Então comecei a ler, curioso para saber o que me esperava. E
não me arrependi nem por um segundo de ter colocado todas as minhas outras
leituras em segundo plano e ter dado atenção ao Evangelho: logo de pronto,
somos apresentados a Jorge Luis Borges – não o escritor, mas um homônimo –,
aspirante a escritor que tem o estigma do mesmo nome de um importante escritor
argentino e a certeza de que nunca será tão genial quanto o mestre
bibliotecário. As coincidências são muitas: desde o nome à aparência física,
passando pelos amores e pelas histórias contadas pelos dois Borges, há um jogo
de espelhos onde o reflexo (que é nosso Borges-protagonista) sempre parece
sublocado ao Borges-bibliotecário, como se fosse uma sombra, sempre encolhido
atrás de sua figura principal.
Pois bem, essa confusão de nome acaba levando nosso Borges-protagonista
a ser confundido com o Borges-bibliotecário. Interpelado por um grupo de
alemães depois de uma série de desventuras amorosas, Borges-protagonista é
tragado para o seio da Alemanha nazista, às rodas secretas e aos símbolos e
fantasias megalomaníacas de Hitler, apoiadas por um grupo secreto sempre
presente na história da humanidade.
Os ecos de Umberto Eco são latentes ao longo do romance. Mas,
diferente do escritor italiano, Marcos Peres consegue dosar muito bem romance e
didatismo, aventura e erudito; em nenhum momento me senti lendo um livro
acadêmico – o que aconteceu nas ocasiões em que li o Eco e fiquei com vontade
de pular umas vinte páginas de explicações que não fariam diferença no romance
–, mas me senti lendo um desses romances policiais vertiginosos que não nos
deixam ir embora. E tudo isso com um conteúdo extremamente bem construído. Não
sei se Marcos Peres debruçou-se em uma pesquisa do zero com a vida e a obra de
Jorge Luis Borges ou se é um desses fãs obsessivos que leu e analisou tudo
sobre o autor. Nas duas opções, só consigo dizer parabéns pela ideia e pelas
relações estabelecidas entre os contos de Borges e o nazismo.

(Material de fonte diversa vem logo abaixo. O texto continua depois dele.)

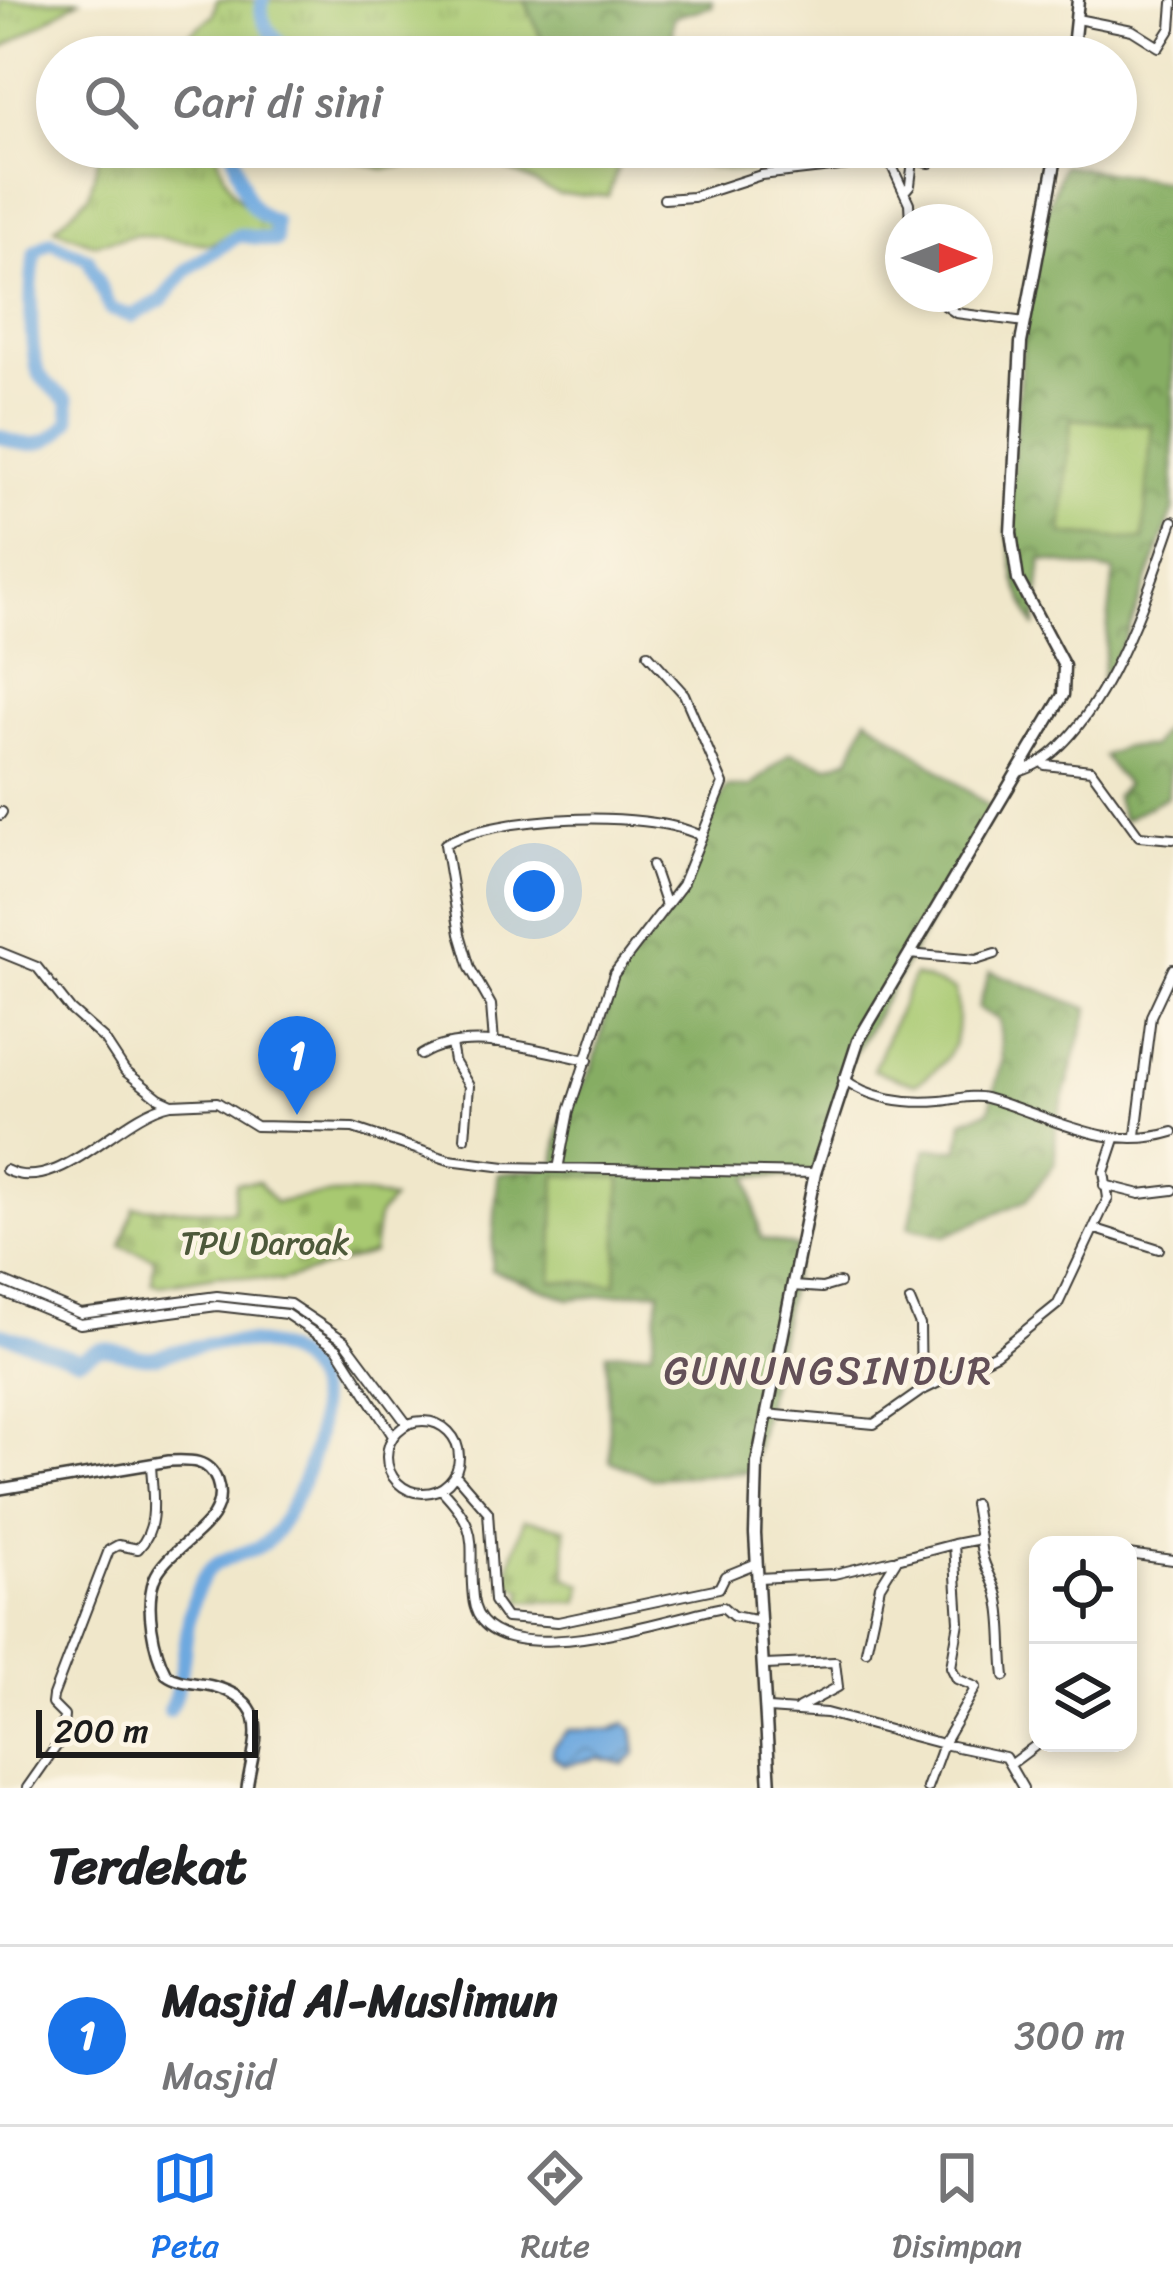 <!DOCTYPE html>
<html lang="id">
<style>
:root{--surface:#fff;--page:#f2f2f2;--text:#202124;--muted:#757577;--line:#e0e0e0;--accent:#1a73e8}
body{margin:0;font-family:Sriracha,sans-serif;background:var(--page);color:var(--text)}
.controls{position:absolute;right:36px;bottom:36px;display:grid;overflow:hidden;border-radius:24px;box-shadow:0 6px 18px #0003}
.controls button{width:108px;height:108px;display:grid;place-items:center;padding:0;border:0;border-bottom:3px solid var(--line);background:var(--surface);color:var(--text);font:60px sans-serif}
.compass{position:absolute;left:885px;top:204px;width:108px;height:108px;border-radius:50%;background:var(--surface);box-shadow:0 6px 18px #0003;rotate:90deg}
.scale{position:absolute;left:36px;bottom:30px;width:222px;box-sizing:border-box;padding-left:12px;border:6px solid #1c1c1c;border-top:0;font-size:33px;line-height:42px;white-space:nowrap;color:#1c1c1c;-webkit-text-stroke:9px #fcf5e5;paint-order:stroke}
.you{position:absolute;left:534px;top:891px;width:42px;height:42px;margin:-30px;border:9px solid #fff;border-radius:50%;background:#1a73e8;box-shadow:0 0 0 18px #1a73e833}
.badge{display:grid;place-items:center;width:78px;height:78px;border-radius:50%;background:var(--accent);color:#fff;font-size:39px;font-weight:700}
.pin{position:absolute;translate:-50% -99px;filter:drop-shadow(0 3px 6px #0008)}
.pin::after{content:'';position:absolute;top:63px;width:42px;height:36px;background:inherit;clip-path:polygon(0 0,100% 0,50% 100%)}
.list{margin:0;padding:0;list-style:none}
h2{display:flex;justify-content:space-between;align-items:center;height:156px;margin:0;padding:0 48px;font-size:51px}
h2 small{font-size:39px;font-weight:400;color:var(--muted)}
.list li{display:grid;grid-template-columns:78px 1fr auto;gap:36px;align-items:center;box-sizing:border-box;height:180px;padding:0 48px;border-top:3px solid var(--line)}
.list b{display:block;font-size:45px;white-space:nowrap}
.list p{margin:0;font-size:39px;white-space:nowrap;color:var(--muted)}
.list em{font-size:39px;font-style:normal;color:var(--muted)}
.icon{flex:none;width:66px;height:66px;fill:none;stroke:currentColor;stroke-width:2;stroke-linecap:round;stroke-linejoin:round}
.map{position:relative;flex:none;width:1173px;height:1788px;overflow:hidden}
.search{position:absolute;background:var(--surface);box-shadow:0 6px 18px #0003;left:36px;right:36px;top:36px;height:132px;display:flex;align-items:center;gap:30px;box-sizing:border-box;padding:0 42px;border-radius:66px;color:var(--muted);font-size:45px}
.sheet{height:336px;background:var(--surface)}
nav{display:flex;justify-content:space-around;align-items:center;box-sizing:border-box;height:168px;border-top:3px solid var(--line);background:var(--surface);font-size:33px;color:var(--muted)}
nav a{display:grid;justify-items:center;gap:6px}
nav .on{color:var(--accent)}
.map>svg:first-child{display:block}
.grass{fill:url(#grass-tufts);stroke:#627246;stroke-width:3}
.forest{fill:url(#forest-crowns);stroke:#516440;stroke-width:3}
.cemetery{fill:url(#cemetery-stones);stroke:#627246;stroke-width:3}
.park{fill:#a8c971;stroke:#627246;stroke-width:3}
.water{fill:url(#water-waves);stroke:#45627e;stroke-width:3}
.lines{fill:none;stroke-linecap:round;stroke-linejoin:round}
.river{stroke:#6ea9df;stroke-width:14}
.minor-casing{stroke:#3c3a36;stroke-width:12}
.tertiary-casing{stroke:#3c3a36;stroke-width:14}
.secondary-casing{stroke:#3c3a36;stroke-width:15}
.minor{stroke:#fff;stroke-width:8}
.tertiary{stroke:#fff;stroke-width:9}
.secondary{stroke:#fff;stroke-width:10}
.labels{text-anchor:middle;stroke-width:9;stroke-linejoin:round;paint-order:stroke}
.park-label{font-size:33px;fill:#4d593a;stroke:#fcf5e5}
.quarter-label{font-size:39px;letter-spacing:3px;fill:#635058;stroke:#fcf5e5}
</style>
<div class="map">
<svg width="1173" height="1788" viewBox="0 0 1173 1788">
<defs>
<pattern id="grass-tufts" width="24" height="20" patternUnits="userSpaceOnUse" patternTransform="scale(3)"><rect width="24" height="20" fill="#a8c971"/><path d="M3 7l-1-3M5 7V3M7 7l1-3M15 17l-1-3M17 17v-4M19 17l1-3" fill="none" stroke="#90ac61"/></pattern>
<pattern id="forest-crowns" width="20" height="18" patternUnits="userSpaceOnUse" patternTransform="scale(3)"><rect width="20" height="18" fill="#86ad63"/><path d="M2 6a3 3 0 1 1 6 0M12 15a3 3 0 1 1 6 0" fill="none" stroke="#6d8c51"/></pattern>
<pattern id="cemetery-stones" width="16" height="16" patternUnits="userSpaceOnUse" patternTransform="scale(3)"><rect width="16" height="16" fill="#a8c971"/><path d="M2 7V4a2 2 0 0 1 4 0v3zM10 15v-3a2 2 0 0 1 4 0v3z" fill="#90ac61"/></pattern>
<pattern id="water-waves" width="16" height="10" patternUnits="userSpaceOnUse" patternTransform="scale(3)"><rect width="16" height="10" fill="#6ea9df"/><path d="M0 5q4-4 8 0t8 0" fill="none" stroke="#5a89b4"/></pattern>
</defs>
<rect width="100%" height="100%" fill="#fcf5e5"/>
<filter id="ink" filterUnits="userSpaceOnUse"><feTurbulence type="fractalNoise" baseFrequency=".00833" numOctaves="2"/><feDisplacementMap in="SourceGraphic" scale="24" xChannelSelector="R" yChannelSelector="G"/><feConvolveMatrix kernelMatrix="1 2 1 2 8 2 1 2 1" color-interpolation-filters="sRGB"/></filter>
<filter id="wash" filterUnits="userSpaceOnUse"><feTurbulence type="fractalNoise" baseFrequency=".004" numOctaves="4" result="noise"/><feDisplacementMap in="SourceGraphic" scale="48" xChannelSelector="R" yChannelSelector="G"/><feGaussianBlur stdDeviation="2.7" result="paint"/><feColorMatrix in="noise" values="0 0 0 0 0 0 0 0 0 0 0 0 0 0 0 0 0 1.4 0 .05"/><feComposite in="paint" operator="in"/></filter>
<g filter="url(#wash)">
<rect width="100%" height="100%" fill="#f0e7ca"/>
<path class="grass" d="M 0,0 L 79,0 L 0,50 Z
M 217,0 L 525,0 L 549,57 L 162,57 L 213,15 Z
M 101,147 L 215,147 C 226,185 236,208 275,222 L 276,233 L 269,240 L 234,233 L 210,244 L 137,235 L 93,244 L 55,228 L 89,195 Z
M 345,147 L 747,147 L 749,173 L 623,152 L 608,196 L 558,194 L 472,152 L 384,169 L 352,159 Z"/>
<path class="forest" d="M 525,0 L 712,0 L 712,6 L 673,17 L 671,57 L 549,57 Z
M 1063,165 L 1173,183 L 1173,511 L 1129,630 L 1101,685 L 1114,572 L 1042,560 L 1035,628 L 1016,583 L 1007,528 L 1025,319 L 1045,215 Z
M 1173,714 L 1168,796 L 1123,820 L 1115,796 L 1126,785 L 1103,756 L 1123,747 L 1151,747 Z
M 867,717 L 994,810 L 845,1070 L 815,1177 L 749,1176 L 761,1238 L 798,1247 L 751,1472 L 651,1478 L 610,1461 L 606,1353 L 652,1351 L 660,1290 L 569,1299 L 491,1270 L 498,1174 L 555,1168 L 559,1128 L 593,1066 L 616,976 L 675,908 L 726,787 L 750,787 L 790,753 L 828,766 L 850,758 Z
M 990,971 L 1089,1009 L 1056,1124 L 1055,1163 L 1027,1200 L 945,1236 L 909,1227 L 926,1149 L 959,1149 L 963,1120 L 989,1111 L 1002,1061 L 999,1020 L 978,1008 Z"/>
<path class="cemetery" d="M 259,1182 L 275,1203 C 310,1195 357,1189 392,1200 L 378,1216 L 373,1253 L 281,1281 L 220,1275 L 161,1285 L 152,1283 L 154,1258 L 121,1246 L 134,1207 L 233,1211 L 236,1183 Z
M 524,1519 L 565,1528 L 566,1577 L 583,1585 L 579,1602 L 521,1601 L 524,1590 L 505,1583 Z"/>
<path class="park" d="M 1071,419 L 1152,425 L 1143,540 L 1062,534 Z
M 914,975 L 955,990 C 963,1035 956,1061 915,1084 L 873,1070 Z
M 556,1175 L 621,1178 L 616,1284 L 552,1281 Z"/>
<path class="water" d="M 625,1723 L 633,1728 L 636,1753 L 624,1764 L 599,1758 L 564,1765 L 553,1756 L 553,1746 L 568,1730 L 610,1730 Z"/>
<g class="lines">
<path class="river" d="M 263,0 C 255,26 280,41 296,57
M 0,436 C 28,451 52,445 70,420 L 68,401 C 59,393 46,384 40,375 C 28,355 30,274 36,251 L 51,242 L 88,259 L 110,309 L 132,316 L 162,300 L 188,269 L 239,235 L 276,241 L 275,222 C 241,211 242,176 231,147
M 0,1333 L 78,1359 C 88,1356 93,1349 103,1349 C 121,1349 141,1361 158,1356 C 320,1307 360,1396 277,1530 C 258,1560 219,1549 203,1578 C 179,1621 191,1666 169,1710"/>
</g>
</g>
<g filter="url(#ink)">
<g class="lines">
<g class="minor-casing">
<path id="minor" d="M 1077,19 L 1132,30 L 1159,47 L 1171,28 L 1173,3
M 904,192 L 910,185 L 913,160 L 930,163 L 940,152 L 953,155 L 969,147
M 664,199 L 693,197 L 761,175 L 884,161 L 891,164 L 909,203 L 910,222
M 903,263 L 903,277
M 928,294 L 956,313 L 1025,322
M 1045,765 L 1091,770 L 1139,836 L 1173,839
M 1019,772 C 1098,747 1147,595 1173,521
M 0,815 L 2,812
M 652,865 L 666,906
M 0,952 L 37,967 L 71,1010 L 104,1039 L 125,1071 L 159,1098 L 172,1104 L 217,1102 L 256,1126 L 353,1128 L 449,1160 L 505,1167 L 815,1173
M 909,954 L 976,960 L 995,954
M 494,1043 L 491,1005 L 470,968 L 460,934 L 445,844 C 496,815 646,809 699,835
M 451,1044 L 454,1061 L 469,1086 L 465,1138
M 421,1055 C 467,1026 538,1051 588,1060
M 843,1078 C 868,1099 908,1104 940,1101 C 955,1100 971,1094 986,1098 C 1049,1115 1105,1153 1173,1132
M 1136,1135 L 1151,1016 L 1173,969
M 559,1164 L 569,1111 L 614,974 L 682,885 L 723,784 L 684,694 L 648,654
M 6,1170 C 59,1197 118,1115 171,1104
M 1104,1185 L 1140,1194 L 1173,1190
M 1096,1229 L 1159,1249
M 0,1280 L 81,1314 L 217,1296 L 290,1304 L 345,1341 L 407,1424
M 792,1286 L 822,1288 L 839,1283
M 0,1291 L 80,1324 L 217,1306 L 286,1314 L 337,1348 L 393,1436
M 910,1301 L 920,1325 L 921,1391
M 766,1414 L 874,1424 L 921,1391 L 996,1354 L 1058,1304 L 1108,1198 L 1104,1172 L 1115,1139
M387 1457a36 36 0 1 1 72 0a36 36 0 1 1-72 0Z
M 455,1474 L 488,1512 L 494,1601 L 506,1618 L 558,1622 L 719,1588 L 725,1576 L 757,1563
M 441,1489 C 484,1534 467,1542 473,1598 C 482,1683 669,1617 723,1607 L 733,1616 L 761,1621
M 980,1539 C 982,1571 994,1575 999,1600 C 1004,1624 1002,1652 1005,1676
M 1128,1554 L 1173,1560
M 759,1578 L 834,1574 L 893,1560
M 866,1651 L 880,1586 L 897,1559 L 954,1544
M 765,1665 L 835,1662 L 838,1687 L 799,1708
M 1128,1667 L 1131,1648
M 768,1709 L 826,1713 L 943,1744 L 976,1687 L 957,1679 L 951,1667 L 959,1622 L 954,1544 L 980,1539 L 974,1504
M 1011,1764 L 1039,1743
M 27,1788 L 62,1738 L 64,1716 L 52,1704 L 53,1696 L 109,1550 L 118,1545 L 138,1549 C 160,1527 152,1493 151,1464
M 927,1788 L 943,1744 L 1005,1757 L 1023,1788"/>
</g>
<g class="tertiary-casing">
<path id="tertiary" d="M 0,1489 L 169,1461 C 190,1460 209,1459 217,1481 C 233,1526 167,1544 154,1580 C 145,1606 153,1650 166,1674 C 179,1684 196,1682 212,1686 C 276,1702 253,1744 247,1788"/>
</g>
<g class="secondary-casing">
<path id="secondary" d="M 1072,57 L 1078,0
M 770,1788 L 755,1534 L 757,1463 L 815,1173 L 858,1041 L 1063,695 L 1064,666 L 1018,580 L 1011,533 L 1021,343 L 1058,147"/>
</g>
<use href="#minor" class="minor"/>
<use href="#tertiary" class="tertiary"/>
<use href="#secondary" class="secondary"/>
</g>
</g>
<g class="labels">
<g class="park-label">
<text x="265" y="1254">TPU Daroak</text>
</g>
<g class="quarter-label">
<text x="829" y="1384">GUNUNGSINDUR</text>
</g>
</g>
</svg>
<div class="controls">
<button><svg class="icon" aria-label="locate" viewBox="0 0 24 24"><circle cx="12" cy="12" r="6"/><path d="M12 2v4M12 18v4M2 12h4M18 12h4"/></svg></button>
<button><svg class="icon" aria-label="layers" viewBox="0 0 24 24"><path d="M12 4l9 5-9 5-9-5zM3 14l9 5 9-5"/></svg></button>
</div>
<svg class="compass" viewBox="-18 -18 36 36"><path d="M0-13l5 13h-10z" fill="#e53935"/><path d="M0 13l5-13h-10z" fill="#757577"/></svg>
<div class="scale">200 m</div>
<div class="you"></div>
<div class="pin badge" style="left:297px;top:1115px">1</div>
<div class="search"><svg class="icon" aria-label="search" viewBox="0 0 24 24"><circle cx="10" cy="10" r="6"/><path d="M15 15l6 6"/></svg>Cari di sini</div>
</div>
<section class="sheet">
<h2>Terdekat<small></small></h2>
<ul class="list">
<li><span class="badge">1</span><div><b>Masjid Al-Muslimun</b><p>Masjid</p></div><em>300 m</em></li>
</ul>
</section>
<nav>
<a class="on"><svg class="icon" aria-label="map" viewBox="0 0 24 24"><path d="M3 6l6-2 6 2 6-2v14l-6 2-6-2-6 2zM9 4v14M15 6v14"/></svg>Peta</a>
<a><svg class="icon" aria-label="directions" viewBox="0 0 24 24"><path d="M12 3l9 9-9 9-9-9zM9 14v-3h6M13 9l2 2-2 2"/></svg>Rute</a>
<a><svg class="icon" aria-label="saved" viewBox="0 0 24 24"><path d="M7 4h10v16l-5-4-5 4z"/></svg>Disimpan</a>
</nav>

A edição está muito bem feita, tanto capa como diagramação.
Não achei nenhum erro de revisão escandaloso, nada que tenha ficado na minha
memória como algo a ser comentado. Também não tenho nada a comentar quanto a
defeitos narrativos: não consegui encontrar nada que mudaria na história que
Marcos quis contar.
Para mim, uma das melhores leituras que fiz esse ano (senão
a melhor). Achei muito boa a decisão do prêmio SESC de premiá-lo, mesmo que não
seja um livro que trate de brasilidades, mas sim de Alemanha nazista e
sociedades secretas. “Evangelho Segundo Hitler” é desses livros que divertem e
ensinam, que te mostram uma teoria que a princípio não faz nenhum sentido, mas
quando explicada te dá aquele sense of
wonder de ‘é, até que isso realmente poderia ter acontecido’. E que te dá
vontade de ler Jorge Luis Borges. Eu já peguei meu exemplar velhinho de
‘Ficções’ e dei uma relida. Vou pegar ‘O Aleph’ essa semana na biblioteca
pública. E por aí vamos.
Marcos Peres, autor de "O Evangelho Segundo Hitler" |
Olá, ótimo post! Relacionado à isso encontrei esse blog de livros gratuitos para download, aproveitem antes que apaguem! http://www.engenhariaebooks.com. Abraços
ResponderExcluirGostei muito do comentário. Obrigado por partilhar. O livro está concorrendo ao prêmio Jabuti. Vou comprar e ler. Suas palavras me ajudaram a decidir... Abraço !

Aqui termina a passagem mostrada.